> Material for the task:
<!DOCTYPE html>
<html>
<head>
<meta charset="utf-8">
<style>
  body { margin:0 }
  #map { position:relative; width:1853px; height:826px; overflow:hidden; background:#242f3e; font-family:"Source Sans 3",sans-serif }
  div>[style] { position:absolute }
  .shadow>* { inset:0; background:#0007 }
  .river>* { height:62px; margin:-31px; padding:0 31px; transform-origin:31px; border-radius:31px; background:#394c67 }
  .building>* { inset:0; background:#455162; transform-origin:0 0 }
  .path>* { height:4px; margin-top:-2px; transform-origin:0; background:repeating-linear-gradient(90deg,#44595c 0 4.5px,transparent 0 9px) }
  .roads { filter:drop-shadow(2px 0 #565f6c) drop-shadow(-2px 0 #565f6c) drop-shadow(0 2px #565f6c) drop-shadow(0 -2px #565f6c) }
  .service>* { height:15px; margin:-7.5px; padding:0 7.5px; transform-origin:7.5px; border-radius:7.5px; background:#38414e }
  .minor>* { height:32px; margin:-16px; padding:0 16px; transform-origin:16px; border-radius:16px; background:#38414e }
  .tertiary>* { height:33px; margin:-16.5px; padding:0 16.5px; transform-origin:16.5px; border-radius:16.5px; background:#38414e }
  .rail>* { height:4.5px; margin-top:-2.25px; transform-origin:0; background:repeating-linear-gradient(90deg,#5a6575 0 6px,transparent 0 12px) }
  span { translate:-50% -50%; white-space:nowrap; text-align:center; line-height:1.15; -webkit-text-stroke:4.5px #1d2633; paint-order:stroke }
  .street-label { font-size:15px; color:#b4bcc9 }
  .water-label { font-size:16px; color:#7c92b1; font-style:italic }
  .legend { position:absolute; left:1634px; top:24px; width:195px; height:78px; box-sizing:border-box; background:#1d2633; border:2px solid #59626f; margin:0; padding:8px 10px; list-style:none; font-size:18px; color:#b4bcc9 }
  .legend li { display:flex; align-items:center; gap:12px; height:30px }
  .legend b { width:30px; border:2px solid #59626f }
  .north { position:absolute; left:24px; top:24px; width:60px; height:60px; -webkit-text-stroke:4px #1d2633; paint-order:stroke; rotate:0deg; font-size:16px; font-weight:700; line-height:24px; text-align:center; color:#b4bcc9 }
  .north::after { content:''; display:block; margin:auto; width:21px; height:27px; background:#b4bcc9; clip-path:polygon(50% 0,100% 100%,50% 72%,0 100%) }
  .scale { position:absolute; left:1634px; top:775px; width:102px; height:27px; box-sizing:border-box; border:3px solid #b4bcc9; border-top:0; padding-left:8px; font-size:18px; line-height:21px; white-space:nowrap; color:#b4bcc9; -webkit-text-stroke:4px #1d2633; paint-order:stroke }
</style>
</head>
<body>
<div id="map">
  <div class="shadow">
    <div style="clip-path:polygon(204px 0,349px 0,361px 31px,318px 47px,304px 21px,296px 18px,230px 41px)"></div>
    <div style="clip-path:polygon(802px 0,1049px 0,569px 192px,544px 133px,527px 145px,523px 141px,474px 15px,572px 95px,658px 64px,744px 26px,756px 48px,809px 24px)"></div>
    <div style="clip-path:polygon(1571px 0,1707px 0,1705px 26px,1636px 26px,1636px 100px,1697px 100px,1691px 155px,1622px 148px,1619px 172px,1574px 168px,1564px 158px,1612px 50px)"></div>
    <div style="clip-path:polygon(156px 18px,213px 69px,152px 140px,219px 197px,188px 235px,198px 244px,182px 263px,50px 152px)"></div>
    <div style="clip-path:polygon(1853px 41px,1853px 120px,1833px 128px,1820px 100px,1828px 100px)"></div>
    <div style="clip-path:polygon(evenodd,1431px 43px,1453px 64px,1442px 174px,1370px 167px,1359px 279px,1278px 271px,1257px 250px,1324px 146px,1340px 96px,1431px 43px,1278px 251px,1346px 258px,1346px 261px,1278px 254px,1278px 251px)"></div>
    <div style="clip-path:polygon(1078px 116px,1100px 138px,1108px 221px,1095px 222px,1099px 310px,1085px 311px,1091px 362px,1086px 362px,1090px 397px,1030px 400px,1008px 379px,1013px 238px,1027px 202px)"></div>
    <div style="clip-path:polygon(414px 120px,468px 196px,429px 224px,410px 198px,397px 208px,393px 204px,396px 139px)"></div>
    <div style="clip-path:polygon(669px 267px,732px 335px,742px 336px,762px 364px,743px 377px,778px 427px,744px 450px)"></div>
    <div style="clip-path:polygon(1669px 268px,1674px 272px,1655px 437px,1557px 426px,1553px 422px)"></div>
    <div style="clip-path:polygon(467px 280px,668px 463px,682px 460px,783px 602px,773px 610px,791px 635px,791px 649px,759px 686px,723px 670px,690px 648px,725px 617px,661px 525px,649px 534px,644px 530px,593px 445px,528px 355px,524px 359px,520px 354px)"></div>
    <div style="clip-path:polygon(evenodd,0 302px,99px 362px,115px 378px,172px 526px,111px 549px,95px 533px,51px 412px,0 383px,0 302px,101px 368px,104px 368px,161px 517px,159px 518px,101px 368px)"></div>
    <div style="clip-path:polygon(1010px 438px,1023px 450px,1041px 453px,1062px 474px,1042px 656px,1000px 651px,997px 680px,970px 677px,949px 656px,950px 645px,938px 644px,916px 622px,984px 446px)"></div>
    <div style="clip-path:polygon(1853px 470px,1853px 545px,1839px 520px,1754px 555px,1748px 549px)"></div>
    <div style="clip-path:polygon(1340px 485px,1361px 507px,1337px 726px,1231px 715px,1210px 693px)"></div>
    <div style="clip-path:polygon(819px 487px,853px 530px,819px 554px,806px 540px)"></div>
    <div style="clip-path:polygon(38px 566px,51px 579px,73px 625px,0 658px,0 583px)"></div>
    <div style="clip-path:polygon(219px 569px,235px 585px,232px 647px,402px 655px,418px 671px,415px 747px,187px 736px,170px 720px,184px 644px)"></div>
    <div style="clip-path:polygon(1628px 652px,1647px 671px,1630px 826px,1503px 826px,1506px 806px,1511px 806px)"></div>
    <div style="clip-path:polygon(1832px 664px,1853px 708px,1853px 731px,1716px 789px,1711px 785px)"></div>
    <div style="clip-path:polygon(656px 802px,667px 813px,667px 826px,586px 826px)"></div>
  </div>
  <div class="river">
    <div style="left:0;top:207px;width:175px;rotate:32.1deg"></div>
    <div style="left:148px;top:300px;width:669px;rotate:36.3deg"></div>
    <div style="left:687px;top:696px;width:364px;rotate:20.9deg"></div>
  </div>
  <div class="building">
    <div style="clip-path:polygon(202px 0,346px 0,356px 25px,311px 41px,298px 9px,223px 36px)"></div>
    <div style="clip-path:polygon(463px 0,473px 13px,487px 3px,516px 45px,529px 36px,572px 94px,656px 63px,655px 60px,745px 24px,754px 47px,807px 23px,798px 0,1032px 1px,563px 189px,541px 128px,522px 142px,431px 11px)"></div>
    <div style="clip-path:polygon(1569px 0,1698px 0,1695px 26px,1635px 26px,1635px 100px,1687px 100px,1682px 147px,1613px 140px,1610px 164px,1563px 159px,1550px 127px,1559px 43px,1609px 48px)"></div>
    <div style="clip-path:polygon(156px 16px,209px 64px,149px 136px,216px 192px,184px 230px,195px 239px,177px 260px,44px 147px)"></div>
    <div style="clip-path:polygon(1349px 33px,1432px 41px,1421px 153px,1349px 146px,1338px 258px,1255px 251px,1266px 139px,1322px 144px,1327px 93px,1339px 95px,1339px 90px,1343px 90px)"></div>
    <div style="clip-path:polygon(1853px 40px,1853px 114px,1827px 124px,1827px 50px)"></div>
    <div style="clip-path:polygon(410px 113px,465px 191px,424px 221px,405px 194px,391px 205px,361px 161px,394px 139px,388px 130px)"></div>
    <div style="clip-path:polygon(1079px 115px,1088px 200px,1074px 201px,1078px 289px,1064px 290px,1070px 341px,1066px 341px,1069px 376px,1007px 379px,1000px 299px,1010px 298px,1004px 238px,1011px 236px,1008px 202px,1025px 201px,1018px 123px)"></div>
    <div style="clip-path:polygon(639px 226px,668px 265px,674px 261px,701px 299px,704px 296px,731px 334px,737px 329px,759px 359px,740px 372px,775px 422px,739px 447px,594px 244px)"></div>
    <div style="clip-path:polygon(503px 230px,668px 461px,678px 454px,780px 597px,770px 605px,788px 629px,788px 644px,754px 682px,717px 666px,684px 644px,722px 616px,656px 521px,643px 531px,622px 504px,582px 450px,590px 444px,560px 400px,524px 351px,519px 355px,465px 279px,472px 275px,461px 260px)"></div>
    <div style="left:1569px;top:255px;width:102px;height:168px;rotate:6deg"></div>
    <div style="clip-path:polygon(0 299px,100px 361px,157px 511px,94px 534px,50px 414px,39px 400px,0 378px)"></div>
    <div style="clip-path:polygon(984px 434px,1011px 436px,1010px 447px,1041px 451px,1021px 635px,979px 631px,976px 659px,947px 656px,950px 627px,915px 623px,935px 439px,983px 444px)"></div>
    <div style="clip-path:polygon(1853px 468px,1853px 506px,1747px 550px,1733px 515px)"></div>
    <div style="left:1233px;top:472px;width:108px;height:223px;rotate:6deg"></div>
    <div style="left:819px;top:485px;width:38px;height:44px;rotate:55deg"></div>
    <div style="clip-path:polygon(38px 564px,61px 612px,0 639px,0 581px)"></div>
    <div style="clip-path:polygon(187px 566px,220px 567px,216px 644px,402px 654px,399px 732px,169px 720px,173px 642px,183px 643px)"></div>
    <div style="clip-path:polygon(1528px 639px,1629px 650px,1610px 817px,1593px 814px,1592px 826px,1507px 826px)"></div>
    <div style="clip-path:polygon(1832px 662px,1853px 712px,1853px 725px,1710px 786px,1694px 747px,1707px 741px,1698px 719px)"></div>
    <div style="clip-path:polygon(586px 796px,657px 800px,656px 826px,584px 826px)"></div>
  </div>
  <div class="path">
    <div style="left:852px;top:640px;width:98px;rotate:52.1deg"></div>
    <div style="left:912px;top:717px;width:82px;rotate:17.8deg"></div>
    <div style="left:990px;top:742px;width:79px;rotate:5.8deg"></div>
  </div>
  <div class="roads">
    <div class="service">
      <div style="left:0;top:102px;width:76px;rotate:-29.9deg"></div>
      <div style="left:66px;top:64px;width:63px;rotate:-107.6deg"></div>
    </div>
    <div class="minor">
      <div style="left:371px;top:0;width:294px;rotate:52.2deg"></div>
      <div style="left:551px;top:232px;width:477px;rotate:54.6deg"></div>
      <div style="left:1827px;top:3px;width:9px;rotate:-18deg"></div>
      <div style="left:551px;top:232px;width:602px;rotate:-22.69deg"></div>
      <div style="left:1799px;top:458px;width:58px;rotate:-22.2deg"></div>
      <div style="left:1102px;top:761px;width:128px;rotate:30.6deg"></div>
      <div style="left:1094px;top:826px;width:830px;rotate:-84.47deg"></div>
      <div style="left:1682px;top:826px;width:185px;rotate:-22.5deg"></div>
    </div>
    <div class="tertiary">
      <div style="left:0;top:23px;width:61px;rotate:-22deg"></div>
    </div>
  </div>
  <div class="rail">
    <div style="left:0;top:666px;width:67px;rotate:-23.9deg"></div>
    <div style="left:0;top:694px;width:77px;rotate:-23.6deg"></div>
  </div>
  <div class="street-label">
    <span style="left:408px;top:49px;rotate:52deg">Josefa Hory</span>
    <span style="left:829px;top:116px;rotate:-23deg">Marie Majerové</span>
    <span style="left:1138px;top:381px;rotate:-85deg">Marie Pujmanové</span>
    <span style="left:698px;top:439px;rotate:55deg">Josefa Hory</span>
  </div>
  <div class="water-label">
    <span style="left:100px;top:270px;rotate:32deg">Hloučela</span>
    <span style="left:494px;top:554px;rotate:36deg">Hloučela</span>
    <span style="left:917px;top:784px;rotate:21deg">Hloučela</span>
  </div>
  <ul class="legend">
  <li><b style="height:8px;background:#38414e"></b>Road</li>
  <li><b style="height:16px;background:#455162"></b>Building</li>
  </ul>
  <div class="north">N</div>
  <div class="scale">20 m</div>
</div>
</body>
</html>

> Task item:
Give the number of lines in the records above that contain "roads", with no other words.

> Answer space:
2